Bayesian bootstrap

← See Stata 19's new features

Highlights

Bayesian bootstrap for official or community-contributed commands
Continuous importance weights instead of traditional frequency weights
Priors for sampling observations
Better small-sample performance than classic bootstrap
See more resampling features

Use the new bayesboot prefix to perform Bayesian bootstrap to obtain more precise parameter estimates in small samples and incorporate prior information when sampling observations. Use it with official commands or community-contributed commands.

The Bayesian bootstrap, pioneered by Rubin (1981), offers an alternative to traditional bootstrap methods by leveraging Bayesian principles. Instead of sampling with replacement where observations are either included or excluded, the Bayesian bootstrap assigns continuous importance weights to each observation from a Dirichlet distribution. This approach directly models uncertainty about how representative each data point is of the underlying population.

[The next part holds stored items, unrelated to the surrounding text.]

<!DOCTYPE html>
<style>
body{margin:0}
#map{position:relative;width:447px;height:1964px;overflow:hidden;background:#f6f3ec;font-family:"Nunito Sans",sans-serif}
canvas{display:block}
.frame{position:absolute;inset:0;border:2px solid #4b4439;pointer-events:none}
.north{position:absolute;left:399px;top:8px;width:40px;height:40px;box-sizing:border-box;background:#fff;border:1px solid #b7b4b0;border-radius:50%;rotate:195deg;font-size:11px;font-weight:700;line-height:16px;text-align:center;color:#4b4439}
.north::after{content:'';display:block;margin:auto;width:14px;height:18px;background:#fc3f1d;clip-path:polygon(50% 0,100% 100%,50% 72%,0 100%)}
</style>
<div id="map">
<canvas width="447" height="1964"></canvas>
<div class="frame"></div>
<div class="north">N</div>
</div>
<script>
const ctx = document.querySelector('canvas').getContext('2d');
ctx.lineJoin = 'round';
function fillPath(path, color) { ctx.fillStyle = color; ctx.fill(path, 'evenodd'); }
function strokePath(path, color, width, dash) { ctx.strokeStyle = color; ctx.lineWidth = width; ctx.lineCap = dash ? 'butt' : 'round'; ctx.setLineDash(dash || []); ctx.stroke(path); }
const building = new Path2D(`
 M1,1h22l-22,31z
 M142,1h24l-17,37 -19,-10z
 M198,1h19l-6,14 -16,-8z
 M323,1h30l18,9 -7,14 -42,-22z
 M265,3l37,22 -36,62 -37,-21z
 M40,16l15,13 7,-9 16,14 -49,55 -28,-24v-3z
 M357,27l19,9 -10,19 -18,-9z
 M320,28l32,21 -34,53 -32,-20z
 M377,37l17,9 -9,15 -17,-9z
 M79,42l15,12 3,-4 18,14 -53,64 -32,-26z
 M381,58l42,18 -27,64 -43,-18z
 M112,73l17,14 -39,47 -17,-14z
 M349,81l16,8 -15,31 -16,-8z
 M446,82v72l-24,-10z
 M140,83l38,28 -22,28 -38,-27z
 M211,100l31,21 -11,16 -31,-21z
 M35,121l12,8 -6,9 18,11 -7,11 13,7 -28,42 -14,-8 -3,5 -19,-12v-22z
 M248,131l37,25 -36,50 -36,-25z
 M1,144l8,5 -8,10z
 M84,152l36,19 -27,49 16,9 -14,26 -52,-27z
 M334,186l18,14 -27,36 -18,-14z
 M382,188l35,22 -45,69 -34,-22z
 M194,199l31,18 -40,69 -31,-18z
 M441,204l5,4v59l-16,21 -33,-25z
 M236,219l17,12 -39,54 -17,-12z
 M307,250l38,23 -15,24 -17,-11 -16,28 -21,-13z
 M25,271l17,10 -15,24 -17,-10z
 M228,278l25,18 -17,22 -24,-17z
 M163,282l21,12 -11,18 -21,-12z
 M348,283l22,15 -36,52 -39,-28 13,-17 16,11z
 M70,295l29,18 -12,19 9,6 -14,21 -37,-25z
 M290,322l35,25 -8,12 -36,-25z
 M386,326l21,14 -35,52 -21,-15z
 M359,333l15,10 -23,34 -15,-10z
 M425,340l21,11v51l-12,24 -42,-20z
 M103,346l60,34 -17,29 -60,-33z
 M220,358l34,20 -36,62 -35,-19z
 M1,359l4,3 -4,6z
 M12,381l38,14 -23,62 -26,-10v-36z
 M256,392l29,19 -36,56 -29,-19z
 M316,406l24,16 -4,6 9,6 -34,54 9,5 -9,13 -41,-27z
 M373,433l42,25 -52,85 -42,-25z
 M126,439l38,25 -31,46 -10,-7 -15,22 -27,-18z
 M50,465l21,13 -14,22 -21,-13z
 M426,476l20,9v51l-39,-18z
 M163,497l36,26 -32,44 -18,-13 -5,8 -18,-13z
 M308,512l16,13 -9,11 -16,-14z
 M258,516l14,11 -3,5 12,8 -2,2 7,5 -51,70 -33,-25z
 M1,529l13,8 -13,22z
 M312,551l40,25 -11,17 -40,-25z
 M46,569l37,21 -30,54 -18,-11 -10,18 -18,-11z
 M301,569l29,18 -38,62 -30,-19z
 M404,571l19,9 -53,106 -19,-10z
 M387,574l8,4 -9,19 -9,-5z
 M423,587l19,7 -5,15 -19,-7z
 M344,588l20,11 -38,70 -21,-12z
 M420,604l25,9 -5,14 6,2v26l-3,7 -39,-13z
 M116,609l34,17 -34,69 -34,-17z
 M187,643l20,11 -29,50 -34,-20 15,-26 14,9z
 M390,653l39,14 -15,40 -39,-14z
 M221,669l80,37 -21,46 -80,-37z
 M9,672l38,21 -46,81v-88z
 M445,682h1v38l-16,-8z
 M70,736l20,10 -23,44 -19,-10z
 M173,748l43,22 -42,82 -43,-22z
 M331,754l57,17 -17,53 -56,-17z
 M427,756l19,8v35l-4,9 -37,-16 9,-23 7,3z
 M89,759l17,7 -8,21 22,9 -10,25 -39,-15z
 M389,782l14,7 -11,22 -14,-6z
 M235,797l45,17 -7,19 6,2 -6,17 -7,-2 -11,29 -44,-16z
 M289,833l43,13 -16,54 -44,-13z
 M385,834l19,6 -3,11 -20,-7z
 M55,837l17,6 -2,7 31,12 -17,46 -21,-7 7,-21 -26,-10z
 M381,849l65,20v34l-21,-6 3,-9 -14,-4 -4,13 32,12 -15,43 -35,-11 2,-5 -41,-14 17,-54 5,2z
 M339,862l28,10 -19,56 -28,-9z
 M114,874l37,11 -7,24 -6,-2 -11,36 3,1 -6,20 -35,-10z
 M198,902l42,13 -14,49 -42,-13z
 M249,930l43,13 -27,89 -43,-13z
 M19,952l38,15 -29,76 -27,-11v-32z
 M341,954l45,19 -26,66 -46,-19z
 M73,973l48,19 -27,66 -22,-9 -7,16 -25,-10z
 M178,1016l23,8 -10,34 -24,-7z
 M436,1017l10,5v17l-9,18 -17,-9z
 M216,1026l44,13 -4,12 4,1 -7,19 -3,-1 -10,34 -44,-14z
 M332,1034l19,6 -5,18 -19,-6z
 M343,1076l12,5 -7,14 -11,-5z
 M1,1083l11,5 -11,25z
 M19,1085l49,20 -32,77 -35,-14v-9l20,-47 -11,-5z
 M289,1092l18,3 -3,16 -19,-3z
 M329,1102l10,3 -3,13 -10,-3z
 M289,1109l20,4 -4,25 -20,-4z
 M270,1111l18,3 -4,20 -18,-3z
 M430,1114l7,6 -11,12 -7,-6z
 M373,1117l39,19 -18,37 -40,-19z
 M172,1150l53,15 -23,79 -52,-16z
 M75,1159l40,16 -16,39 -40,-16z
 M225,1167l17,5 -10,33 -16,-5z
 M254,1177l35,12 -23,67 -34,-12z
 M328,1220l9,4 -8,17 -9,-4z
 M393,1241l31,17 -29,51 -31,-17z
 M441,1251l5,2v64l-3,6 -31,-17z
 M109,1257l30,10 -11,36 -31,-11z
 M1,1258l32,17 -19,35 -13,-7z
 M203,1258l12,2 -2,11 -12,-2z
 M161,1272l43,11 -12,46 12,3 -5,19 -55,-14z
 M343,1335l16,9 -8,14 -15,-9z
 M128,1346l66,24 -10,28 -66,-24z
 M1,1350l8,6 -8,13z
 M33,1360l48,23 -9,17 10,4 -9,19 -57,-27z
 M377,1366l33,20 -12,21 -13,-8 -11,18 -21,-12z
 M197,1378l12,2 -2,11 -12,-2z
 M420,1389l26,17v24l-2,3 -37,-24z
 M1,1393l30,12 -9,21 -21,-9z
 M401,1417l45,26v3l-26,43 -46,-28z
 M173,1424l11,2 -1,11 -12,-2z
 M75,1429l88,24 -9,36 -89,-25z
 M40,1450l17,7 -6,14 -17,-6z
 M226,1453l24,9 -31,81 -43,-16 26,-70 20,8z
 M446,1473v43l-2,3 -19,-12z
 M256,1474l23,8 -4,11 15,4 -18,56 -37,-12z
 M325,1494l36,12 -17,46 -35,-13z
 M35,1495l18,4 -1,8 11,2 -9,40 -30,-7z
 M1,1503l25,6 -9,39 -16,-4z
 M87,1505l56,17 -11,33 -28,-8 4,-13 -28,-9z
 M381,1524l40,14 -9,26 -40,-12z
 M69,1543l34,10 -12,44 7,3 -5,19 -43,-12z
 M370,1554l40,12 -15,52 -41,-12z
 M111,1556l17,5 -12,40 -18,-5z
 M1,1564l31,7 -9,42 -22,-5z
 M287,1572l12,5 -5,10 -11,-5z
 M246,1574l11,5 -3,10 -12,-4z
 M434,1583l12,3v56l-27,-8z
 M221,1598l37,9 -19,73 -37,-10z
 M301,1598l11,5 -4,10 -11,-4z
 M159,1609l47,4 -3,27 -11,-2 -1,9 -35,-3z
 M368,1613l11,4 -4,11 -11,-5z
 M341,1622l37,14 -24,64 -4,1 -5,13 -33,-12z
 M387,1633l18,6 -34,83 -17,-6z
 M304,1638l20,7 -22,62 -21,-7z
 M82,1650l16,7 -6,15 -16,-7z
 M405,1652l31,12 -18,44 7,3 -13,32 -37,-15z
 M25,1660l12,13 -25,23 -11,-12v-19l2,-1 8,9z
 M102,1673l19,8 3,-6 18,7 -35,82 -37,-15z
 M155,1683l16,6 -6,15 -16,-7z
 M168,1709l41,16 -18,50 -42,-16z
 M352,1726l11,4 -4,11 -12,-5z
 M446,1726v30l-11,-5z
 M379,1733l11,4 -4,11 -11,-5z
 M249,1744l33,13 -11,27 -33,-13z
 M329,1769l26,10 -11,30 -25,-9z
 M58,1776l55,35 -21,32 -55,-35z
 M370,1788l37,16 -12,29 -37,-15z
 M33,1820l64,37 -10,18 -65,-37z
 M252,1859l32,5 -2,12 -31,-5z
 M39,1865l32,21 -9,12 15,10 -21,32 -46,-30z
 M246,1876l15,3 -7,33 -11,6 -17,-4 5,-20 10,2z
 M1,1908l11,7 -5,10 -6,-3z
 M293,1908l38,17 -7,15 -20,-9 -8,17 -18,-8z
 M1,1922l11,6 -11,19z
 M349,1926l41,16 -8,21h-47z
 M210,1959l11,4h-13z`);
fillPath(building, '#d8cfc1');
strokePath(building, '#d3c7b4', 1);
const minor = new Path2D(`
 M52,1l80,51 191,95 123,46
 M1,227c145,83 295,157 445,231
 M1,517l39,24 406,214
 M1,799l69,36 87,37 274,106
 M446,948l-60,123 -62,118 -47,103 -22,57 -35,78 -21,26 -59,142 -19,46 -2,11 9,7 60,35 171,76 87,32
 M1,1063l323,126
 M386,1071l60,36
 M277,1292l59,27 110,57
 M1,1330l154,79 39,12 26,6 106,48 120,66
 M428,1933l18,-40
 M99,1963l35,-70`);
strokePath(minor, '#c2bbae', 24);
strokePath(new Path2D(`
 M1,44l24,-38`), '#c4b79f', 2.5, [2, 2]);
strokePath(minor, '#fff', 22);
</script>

The Bayesian bootstrap allows us to interpret the representativeness of each observation as a posterior distribution of importance weights. Within this Bayesian framework, researchers can incorporate their prior knowledge when assigning weights to each observation. Additionally, the distribution from which observations are drawn is smooth, whereas the traditional bootstrap methods make discrete inclusion and exclusion decisions. This smoothness makes Bayesian bootstrap immune to certain issues that arise with traditional bootstrap, such as replicates with collinearity or situations where entire categories may not be represented.

The bayesboot command performs Bayesian bootstrap by generating importance replication weights for each observation from a Dirichlet distribution and using them when estimating parameters and statistics. By default, each observation has the same probability of being selected, but you can customize this to include more informative priors for observations by using the priorpowers() option. bayesboot works seamlessly with official and community-contributed commands, similarly to the existing bootstrap prefix.

Let's see it work

-> Bayesian bootstrap and traditional bootstrap

-> Incorporating prior information

-> bayesboot as a wrapper

-> The impact of custom priors

Bayesian bootstrap and traditional bootstrap

Let's compare Bayesian bootstrap with traditional bootstrap by applying them to regression coefficients of a linear regression. We analyze how vehicle price (price) and repair records (rep78) affect fuel efficiency (mpg) by using the auto dataset.

We first perform traditional bootstrap by using the existing bootstrap prefix and then Bayesian bootstrap by using the new bayesboot prefix. We specify the rseed(111) option with both for reproducibility.

. sysuse auto
(1978 automobile data)

. drop if rep78 == .
(5 observations deleted)

. bootstrap, rseed(111): regress mpg price i.rep78
(running regress on estimation sample)

Bootstrap replications (50): .x.......xx........x.........30.........40..x......
> 50 done
x: Error occurred when bootstrap executed regress.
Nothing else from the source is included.